WHY THE SUPREME COURT WAS RIGHT ON CELEBRITY THREESOME

WHY THE SUPREME COURT WAS RIGHT ON CELEBRITY THREESOME

BY GABRIEL PRINCEWILL

The Supreme court decision over  the celebrity threesome ban is actually right. Following the article on this matter by one of our writers, the need for some clarity here.

The issue surrounding press freedom pitted against the right to privacy is sometimes shrouded in confusion because of the competing issues at hand. As such, members of the press can be forgiven for an erroneous perspective on this in the absence of greater clarity on how rights to freedom of expression should be used. Sometimes, there is no right or wrong, just lessons to be learned from particular situations.
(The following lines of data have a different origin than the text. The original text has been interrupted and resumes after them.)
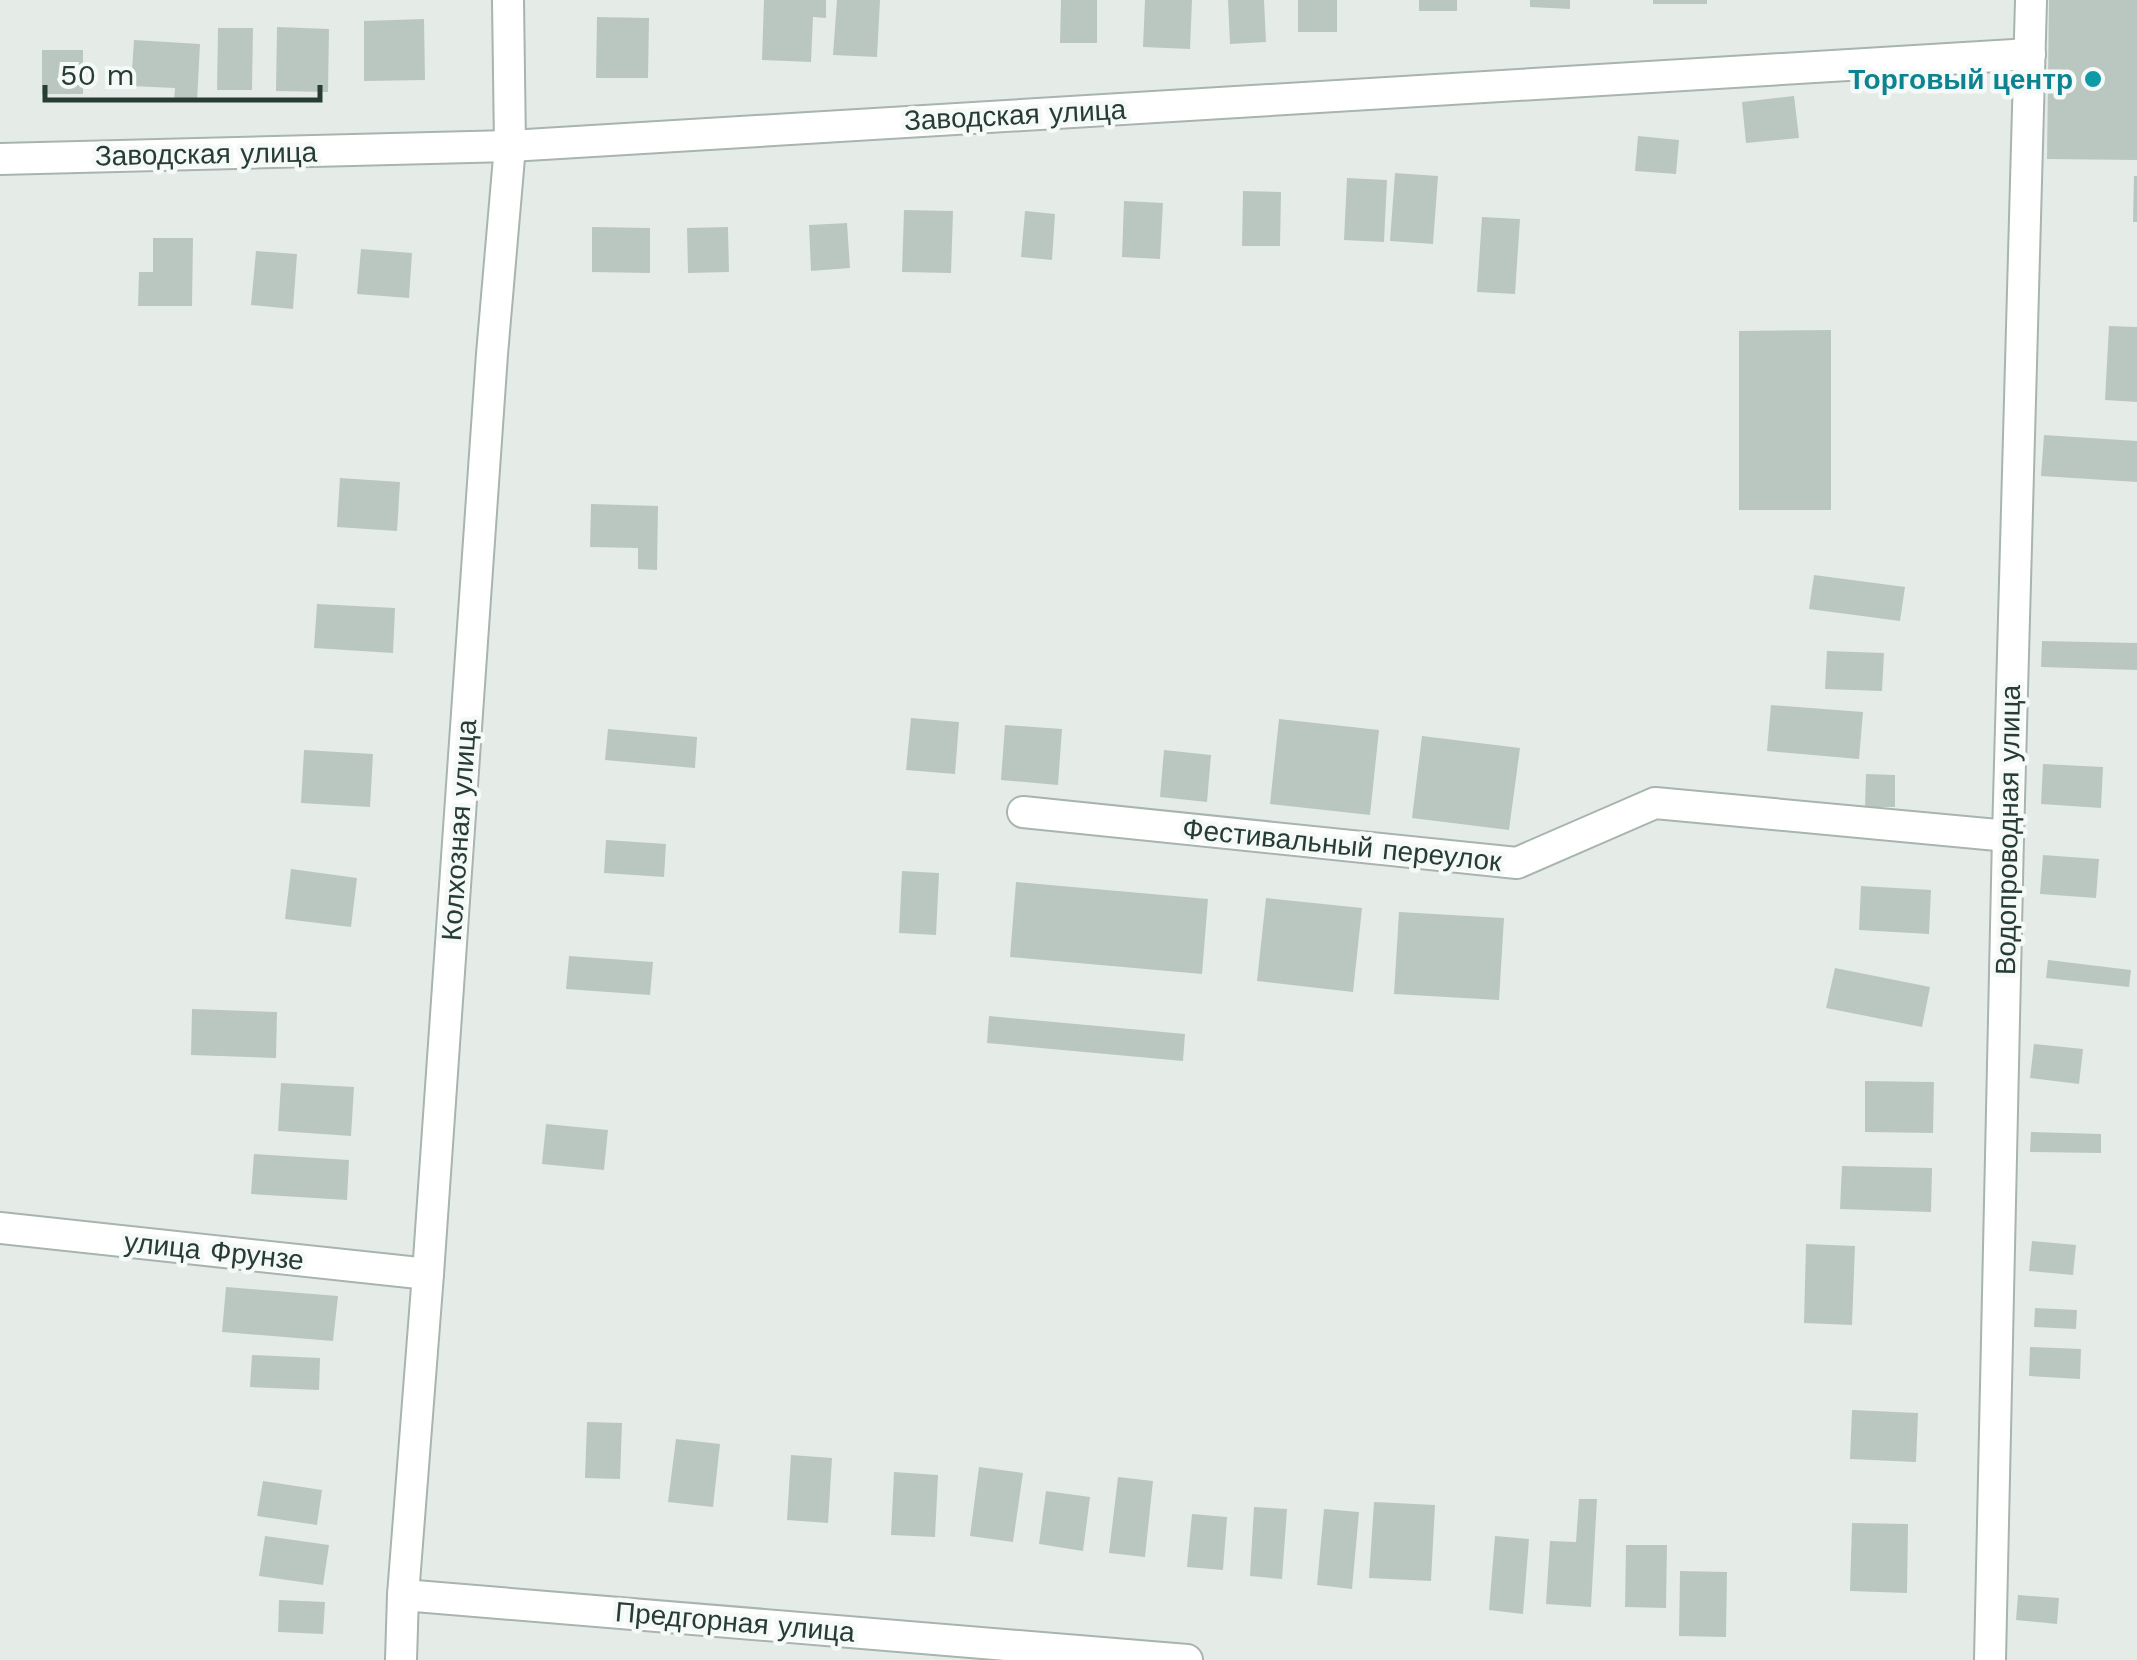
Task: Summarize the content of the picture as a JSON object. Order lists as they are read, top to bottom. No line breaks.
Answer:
{"streets":{"street":["Заводская улица","Колхозная улица","Водопроводная улица","Фестивальный переулок","улица Фрунзе","Предгорная улица"]},"crossings":[["Заводская улица","Колхозная улица"],["Заводская улица","Водопроводная улица"],["Колхозная улица","улица Фрунзе"],["Колхозная улица","Предгорная улица"],["Водопроводная улица","Фестивальный переулок"]],"places":["Торговый центр"],"scale_bar":"50 m"}
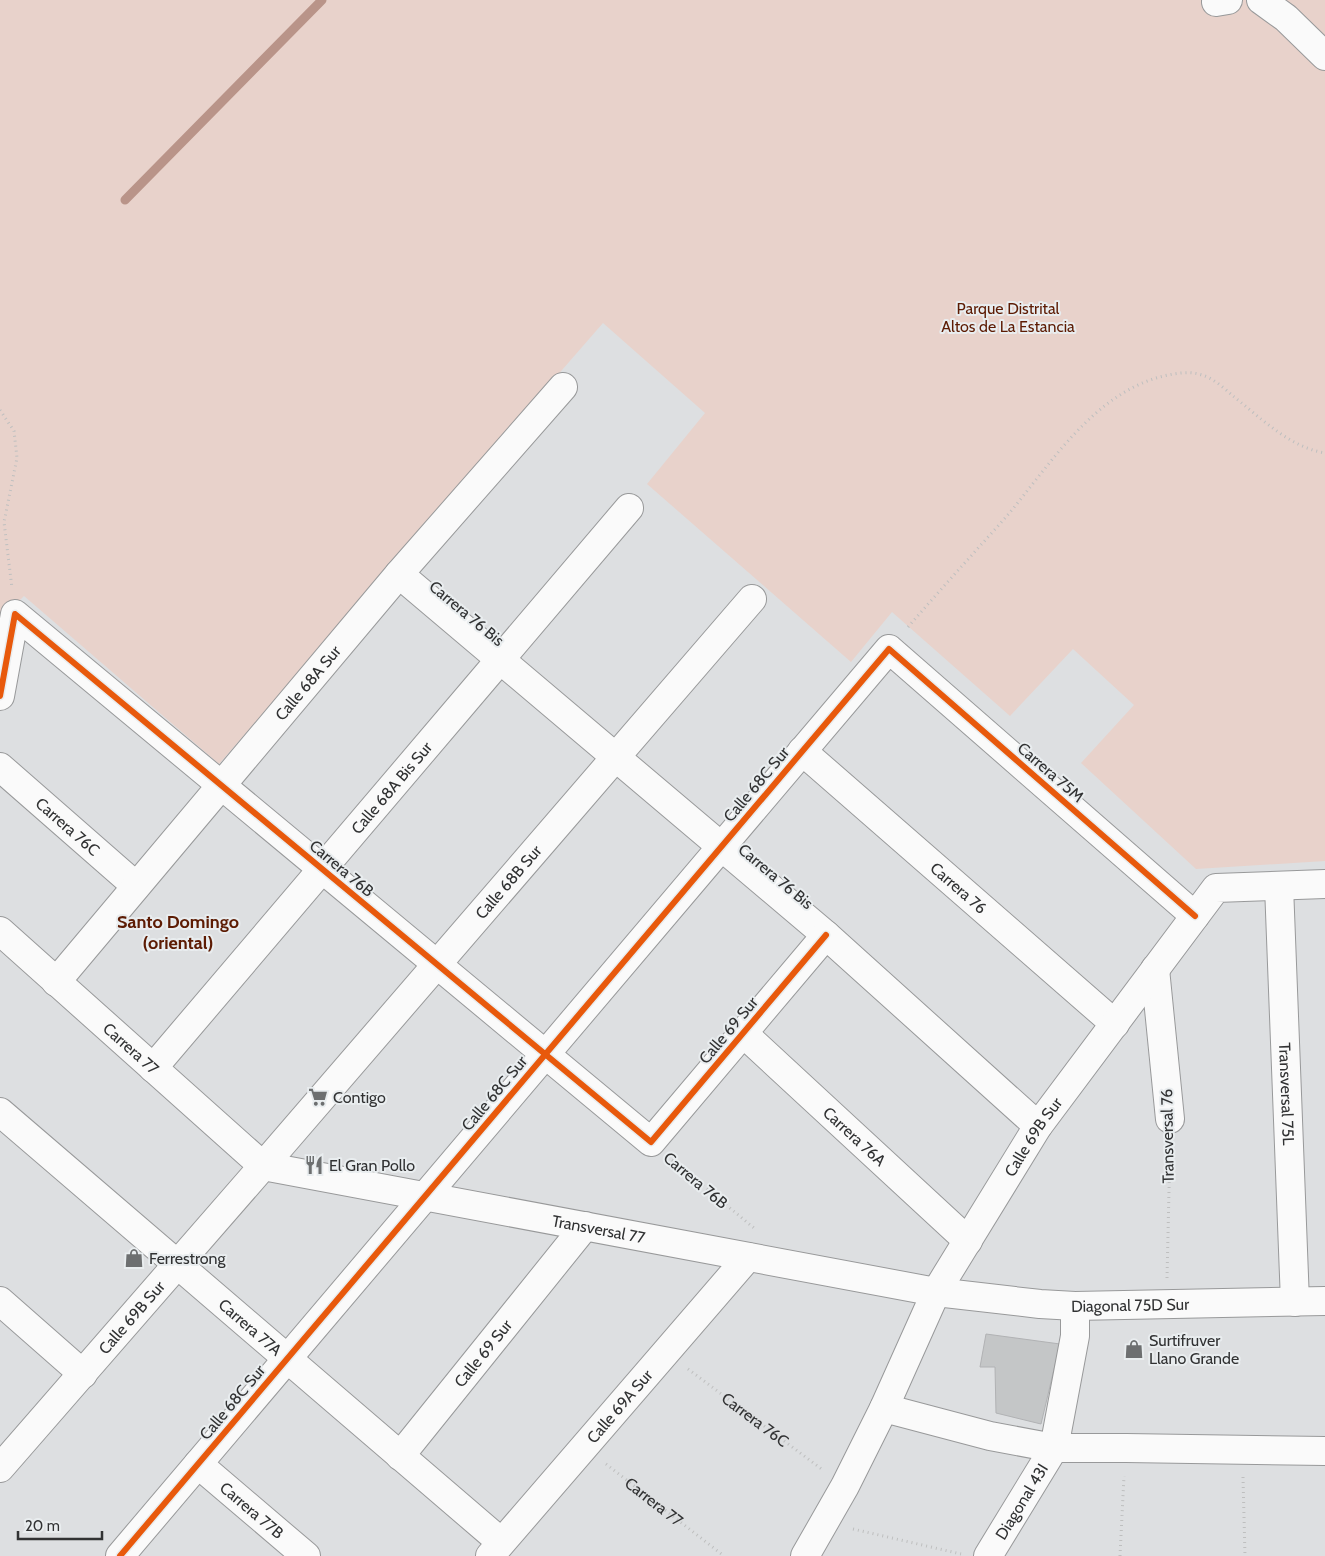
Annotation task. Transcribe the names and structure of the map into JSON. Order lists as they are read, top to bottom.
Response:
{
  "streets": {
    "street": [
      "Carrera 76 Bis",
      "Calle 68A Sur",
      "Carrera 75M",
      "Calle 68C Sur",
      "Calle 68A Bis Sur",
      "Carrera 76C",
      "Carrera 76B",
      "Calle 68B Sur",
      "Carrera 76",
      "Calle 69 Sur",
      "Carrera 77",
      "Transversal 75L",
      "Transversal 76",
      "Carrera 76A",
      "Calle 69B Sur",
      "Transversal 77",
      "Diagonal 75D Sur",
      "Carrera 77A",
      "Calle 69A Sur",
      "Diagonal 43I",
      "Carrera 77B"
    ]
  },
  "crossings": [
    ["Carrera 76 Bis", "Calle 68A Sur"],
    ["Carrera 76 Bis", "Calle 68C Sur"],
    ["Carrera 76 Bis", "Calle 68A Bis Sur"],
    ["Carrera 76 Bis", "Calle 68B Sur"],
    ["Carrera 76 Bis", "Calle 69 Sur"],
    ["Carrera 76 Bis", "Calle 69B Sur"],
    ["Calle 68A Sur", "Carrera 76C"],
    ["Calle 68A Sur", "Carrera 76B"],
    ["Calle 68A Sur", "Carrera 77"],
    ["Carrera 75M", "Calle 68C Sur"],
    ["Carrera 75M", "Calle 69B Sur"],
    ["Calle 68C Sur", "Carrera 76B"],
    ["Calle 68C Sur", "Carrera 76"],
    ["Calle 68C Sur", "Transversal 77"],
    ["Calle 68C Sur", "Carrera 77A"],
    ["Calle 68C Sur", "Carrera 77B"],
    ["Calle 68A Bis Sur", "Carrera 76B"],
    ["Calle 68A Bis Sur", "Carrera 77"],
    ["Carrera 76C", "Calle 69B Sur"],
    ["Carrera 76C", "Calle 69A Sur"],
    ["Carrera 76B", "Calle 68B Sur"],
    ["Carrera 76B", "Calle 69 Sur"],
    ["Calle 68B Sur", "Carrera 77"],
    ["Calle 68B Sur", "Calle 69B Sur"],
    ["Calle 68B Sur", "Transversal 77"],
    ["Carrera 76", "Calle 69B Sur"],
    ["Calle 69 Sur", "Carrera 76A"],
    ["Calle 69 Sur", "Transversal 77"],
    ["Calle 69 Sur", "Carrera 77A"],
    ["Carrera 77", "Calle 69B Sur"],
    ["Carrera 77", "Transversal 77"],
    ["Carrera 77", "Calle 69A Sur"],
    ["Transversal 75L", "Calle 69B Sur"],
    ["Transversal 75L", "Diagonal 75D Sur"],
    ["Transversal 76", "Calle 69B Sur"],
    ["Transversal 76", "Diagonal 75D Sur"],
    ["Carrera 76A", "Calle 69B Sur"],
    ["Calle 69B Sur", "Transversal 77"],
    ["Calle 69B Sur", "Diagonal 75D Sur"],
    ["Calle 69B Sur", "Carrera 77A"],
    ["Transversal 77", "Diagonal 75D Sur"],
    ["Transversal 77", "Calle 69A Sur"],
    ["Carrera 77A", "Calle 69A Sur"]
  ],
  "districts": ["Santo Domingo (oriental)"],
  "parks": ["Parque Distrital Altos de La Estancia"],
  "places": {
    "supermarket": ["Contigo"],
    "restaurant": ["El Gran Pollo"],
    "shop": ["Ferrestrong", "Surtifruver Llano Grande"]
  },
  "scale_bar": "20 m"
}
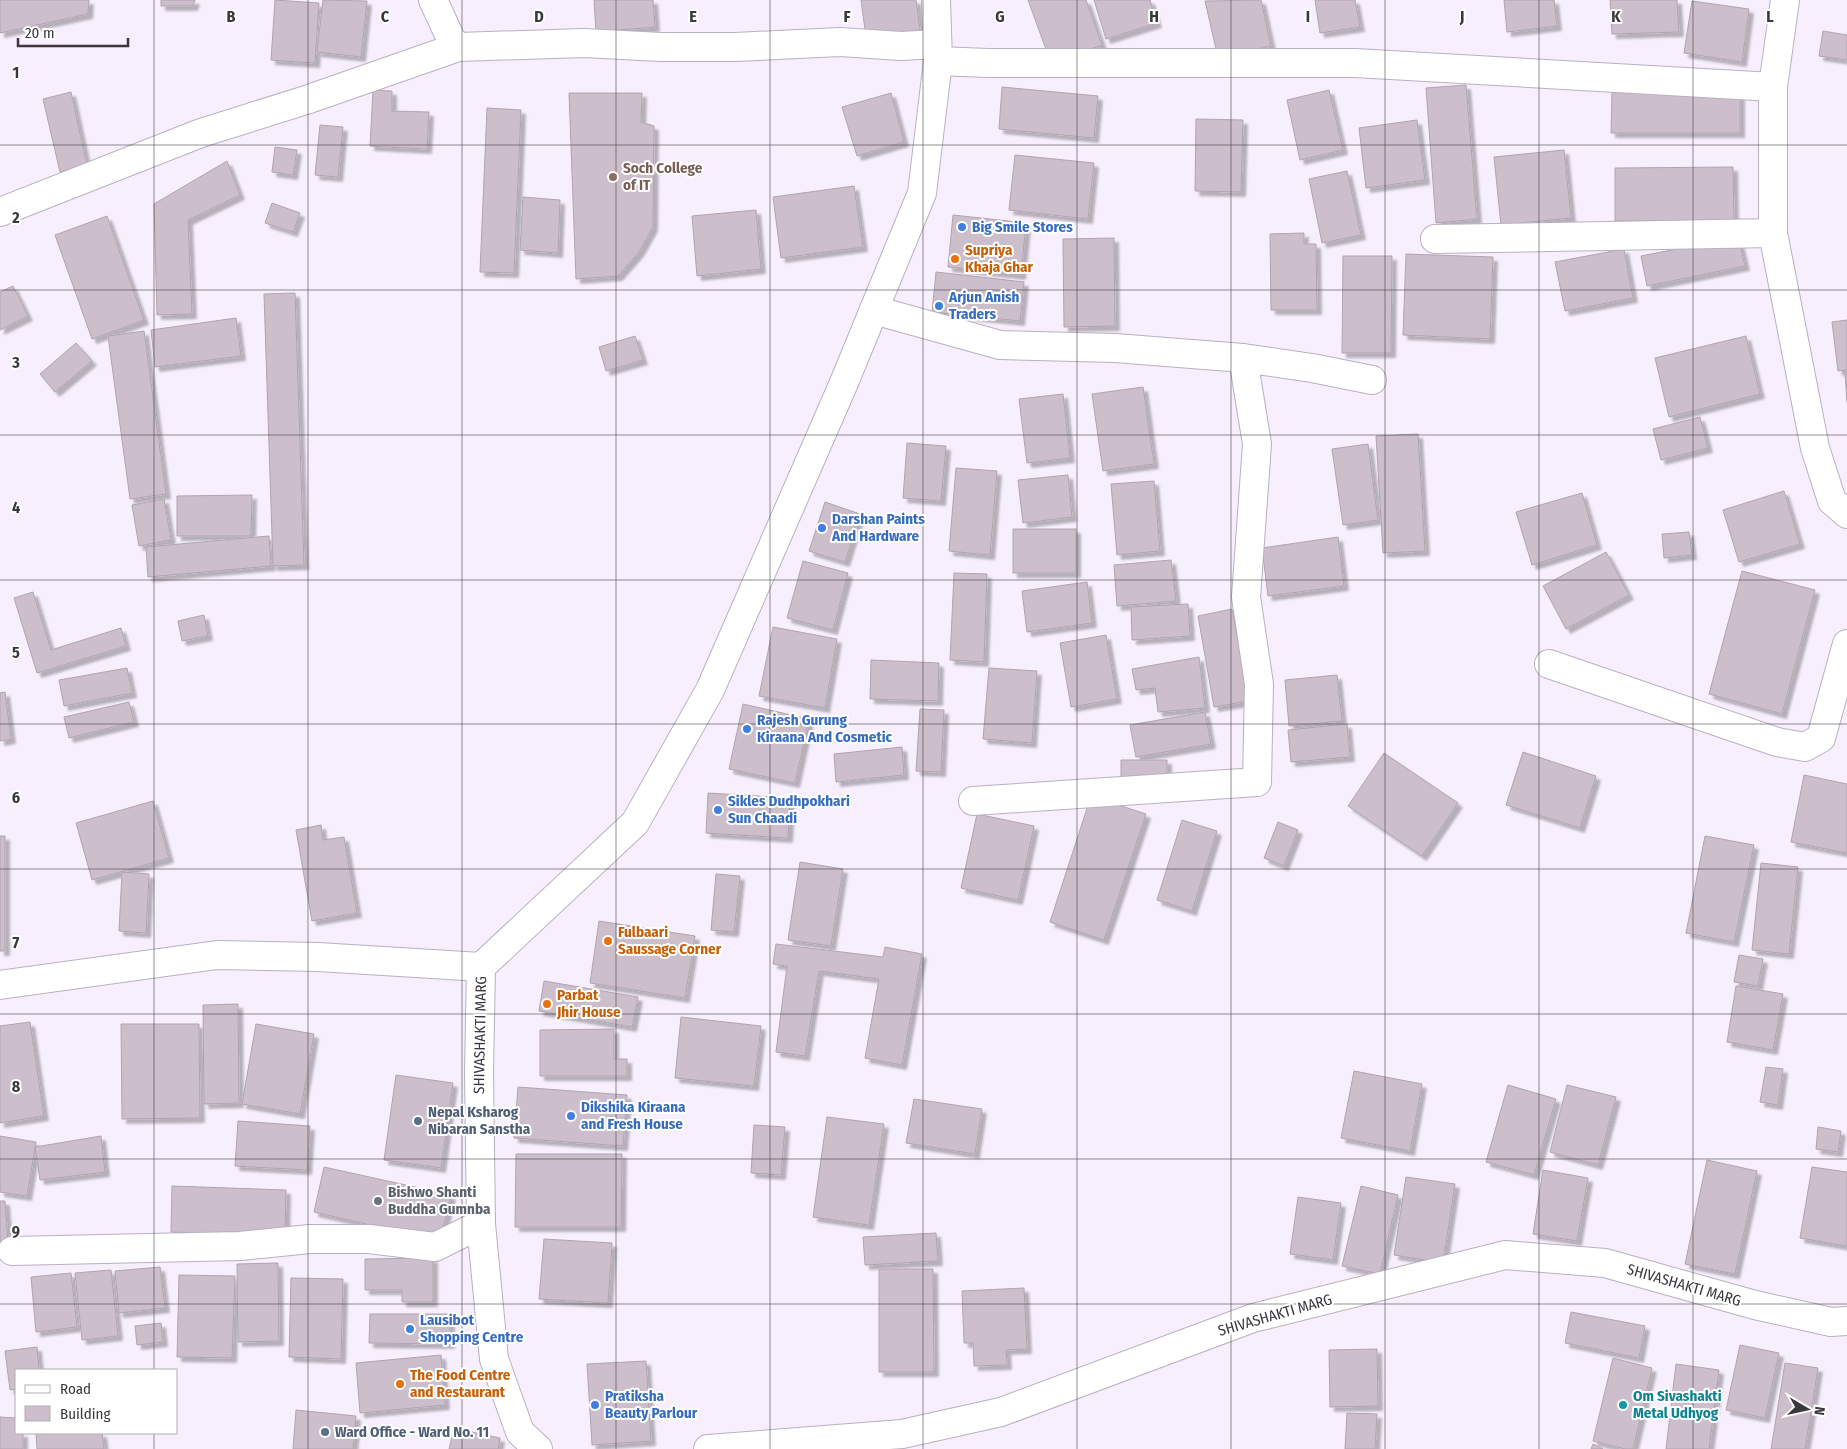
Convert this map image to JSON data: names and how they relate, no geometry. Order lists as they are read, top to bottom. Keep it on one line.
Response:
{"streets":{"street":["SHIVASHAKTI MARG"]},"places":["Soch College of IT","Big Smile Stores","Supriya Khaja Ghar","Arjun Anish Traders","Darshan Paints And Hardware","Rajesh Gurung Kiraana And Cosmetic","Sikles Dudhpokhari Sun Chaadi","Fulbaari Saussage Corner","Parbat Jhir House","Dikshika Kiraana and Fresh House","Nepal Ksharog Nibaran Sanstha","Bishwo Shanti Buddha Gumnba","Lausibot Shopping Centre","The Food Centre and Restaurant","Pratiksha Beauty Parlour","Om Sivashakti Metal Udhyog","Ward Office - Ward No. 11"],"legend":["Road","Building"],"scale_bar":"20 m","north":"right","grid":{"columns":["B","C","D","E","F","G","H","I","J","K","L"],"rows":["1","2","3","4","5","6","7","8","9"]}}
As champions of freedom of expression at the eye of media.com, we allow articles expressing the reasonable views of our writers on various topics. However, this does not always mean there may not be flaws innocently contained in those views.  Our writers express their views from an honest standpoint, and readers are free to challenge those views whenever and if ever they take exception to any views expressed. Writer,James Simons, took issue in his article with the conflicting verdicts given by the High court and the Supreme court on the injunction levied against the Sun on Sunday, banning them from identifying the couple at the center of the ‘kiss and tell’ story involving the celebrity couple involved in an extramarital threesome.

This article explains why the Supreme Court was in fact right in their verdict, and why the High court were in error, albeit, an understandable error given the intricacies of the competing legal principles at hand.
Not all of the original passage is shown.